*Description of the task:*
Could you restate word for word every line of the records below, from the first one to the one holding "const poly = rows"?

____ Data supplied

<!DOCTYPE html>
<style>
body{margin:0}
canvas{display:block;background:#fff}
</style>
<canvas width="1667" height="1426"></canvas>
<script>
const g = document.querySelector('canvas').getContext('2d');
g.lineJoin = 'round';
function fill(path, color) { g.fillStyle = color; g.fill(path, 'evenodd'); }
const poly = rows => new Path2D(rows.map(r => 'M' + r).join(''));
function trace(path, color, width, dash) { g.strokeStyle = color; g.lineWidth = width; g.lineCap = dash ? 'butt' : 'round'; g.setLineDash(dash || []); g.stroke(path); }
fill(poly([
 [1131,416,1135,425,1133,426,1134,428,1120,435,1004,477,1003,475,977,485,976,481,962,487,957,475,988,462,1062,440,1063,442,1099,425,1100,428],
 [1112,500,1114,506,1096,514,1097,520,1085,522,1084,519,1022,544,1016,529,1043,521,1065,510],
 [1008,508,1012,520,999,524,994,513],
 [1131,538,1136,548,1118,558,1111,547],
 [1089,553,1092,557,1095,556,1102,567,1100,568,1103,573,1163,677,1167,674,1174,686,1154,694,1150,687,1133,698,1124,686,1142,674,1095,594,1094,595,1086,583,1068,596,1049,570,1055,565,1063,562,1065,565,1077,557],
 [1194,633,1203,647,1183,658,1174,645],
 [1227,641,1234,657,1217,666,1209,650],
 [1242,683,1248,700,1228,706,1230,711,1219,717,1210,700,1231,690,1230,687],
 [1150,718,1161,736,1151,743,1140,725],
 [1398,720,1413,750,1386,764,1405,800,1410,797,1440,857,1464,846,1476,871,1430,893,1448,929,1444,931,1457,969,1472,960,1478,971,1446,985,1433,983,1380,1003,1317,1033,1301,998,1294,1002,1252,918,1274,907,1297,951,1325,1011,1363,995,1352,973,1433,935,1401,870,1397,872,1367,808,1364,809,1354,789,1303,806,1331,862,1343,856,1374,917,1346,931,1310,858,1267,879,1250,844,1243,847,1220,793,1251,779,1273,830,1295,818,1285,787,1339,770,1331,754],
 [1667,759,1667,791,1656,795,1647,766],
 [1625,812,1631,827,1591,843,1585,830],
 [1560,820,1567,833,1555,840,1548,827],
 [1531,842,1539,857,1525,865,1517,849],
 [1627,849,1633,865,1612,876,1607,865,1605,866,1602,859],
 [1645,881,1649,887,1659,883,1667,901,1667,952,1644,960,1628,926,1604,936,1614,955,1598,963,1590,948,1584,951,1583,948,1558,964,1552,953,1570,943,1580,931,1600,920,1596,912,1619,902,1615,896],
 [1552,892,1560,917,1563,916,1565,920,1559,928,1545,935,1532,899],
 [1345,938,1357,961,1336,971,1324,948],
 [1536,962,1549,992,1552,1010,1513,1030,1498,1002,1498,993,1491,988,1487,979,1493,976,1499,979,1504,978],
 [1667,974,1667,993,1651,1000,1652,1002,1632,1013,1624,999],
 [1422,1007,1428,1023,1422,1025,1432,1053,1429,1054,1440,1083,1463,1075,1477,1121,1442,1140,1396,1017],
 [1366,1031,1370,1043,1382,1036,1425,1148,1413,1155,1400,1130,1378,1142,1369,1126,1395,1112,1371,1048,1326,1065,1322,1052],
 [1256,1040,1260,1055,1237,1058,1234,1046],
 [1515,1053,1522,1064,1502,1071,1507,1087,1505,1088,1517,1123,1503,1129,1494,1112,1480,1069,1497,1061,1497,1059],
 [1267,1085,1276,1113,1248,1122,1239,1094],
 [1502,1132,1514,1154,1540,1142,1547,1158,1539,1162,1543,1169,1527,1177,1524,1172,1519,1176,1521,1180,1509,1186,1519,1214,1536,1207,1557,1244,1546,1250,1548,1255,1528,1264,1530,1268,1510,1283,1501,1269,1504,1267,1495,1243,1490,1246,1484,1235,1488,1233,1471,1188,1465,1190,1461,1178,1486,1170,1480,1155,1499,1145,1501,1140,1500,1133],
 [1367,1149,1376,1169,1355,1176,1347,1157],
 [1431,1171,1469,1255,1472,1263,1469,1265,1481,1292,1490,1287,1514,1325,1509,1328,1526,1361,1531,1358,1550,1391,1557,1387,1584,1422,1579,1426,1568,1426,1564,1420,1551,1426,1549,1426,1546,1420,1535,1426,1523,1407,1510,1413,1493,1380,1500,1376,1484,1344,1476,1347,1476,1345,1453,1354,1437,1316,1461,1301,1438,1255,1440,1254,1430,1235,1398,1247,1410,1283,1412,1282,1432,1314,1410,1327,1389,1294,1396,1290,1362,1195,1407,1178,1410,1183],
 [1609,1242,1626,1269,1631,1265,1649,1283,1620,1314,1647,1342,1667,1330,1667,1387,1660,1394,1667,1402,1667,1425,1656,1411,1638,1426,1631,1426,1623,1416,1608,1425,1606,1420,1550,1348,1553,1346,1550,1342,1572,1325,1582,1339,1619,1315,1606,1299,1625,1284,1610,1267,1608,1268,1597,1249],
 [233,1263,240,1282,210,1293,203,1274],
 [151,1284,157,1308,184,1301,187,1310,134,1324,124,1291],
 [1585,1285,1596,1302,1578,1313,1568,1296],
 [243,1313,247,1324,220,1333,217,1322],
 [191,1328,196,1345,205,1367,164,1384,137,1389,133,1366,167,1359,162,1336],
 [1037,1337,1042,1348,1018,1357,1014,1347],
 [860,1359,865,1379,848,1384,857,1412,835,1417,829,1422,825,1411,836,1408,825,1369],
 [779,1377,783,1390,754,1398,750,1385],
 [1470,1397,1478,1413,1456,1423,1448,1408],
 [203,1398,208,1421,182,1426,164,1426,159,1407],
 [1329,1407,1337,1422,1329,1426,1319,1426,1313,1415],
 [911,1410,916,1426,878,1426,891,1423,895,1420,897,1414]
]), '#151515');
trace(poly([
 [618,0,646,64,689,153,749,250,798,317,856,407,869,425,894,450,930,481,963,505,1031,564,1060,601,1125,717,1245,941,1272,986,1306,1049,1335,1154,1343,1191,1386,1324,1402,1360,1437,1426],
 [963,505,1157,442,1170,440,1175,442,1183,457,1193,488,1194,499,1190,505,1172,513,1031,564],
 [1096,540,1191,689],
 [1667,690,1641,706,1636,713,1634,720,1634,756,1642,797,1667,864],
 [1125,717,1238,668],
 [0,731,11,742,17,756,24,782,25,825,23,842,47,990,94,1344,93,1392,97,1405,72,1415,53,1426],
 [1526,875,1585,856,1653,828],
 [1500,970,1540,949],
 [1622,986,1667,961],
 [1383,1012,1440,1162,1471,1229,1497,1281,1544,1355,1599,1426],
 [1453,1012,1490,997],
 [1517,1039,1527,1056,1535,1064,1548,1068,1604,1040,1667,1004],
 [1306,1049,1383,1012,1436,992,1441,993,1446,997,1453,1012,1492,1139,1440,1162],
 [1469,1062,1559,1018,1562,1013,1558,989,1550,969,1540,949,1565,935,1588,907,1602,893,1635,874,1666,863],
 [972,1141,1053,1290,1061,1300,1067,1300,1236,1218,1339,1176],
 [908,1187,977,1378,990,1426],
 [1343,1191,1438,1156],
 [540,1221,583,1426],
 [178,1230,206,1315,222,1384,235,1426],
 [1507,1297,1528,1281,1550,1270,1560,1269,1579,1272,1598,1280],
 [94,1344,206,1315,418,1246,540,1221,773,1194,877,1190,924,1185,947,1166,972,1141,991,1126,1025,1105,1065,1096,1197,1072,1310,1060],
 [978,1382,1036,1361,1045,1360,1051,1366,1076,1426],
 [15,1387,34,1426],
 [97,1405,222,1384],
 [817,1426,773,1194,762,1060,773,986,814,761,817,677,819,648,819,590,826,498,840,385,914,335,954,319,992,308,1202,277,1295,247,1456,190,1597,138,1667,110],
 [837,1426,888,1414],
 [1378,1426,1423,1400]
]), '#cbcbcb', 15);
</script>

________

*Result:*
<!DOCTYPE html>
<style>
body{margin:0}
canvas{display:block;background:#fff}
</style>
<canvas width="1667" height="1426"></canvas>
<script>
const g = document.querySelector('canvas').getContext('2d');
g.lineJoin = 'round';
function fill(path, color) { g.fillStyle = color; g.fill(path, 'evenodd'); }
const poly = rows => new Path2D(rows.map(r => 'M' + r).join(''));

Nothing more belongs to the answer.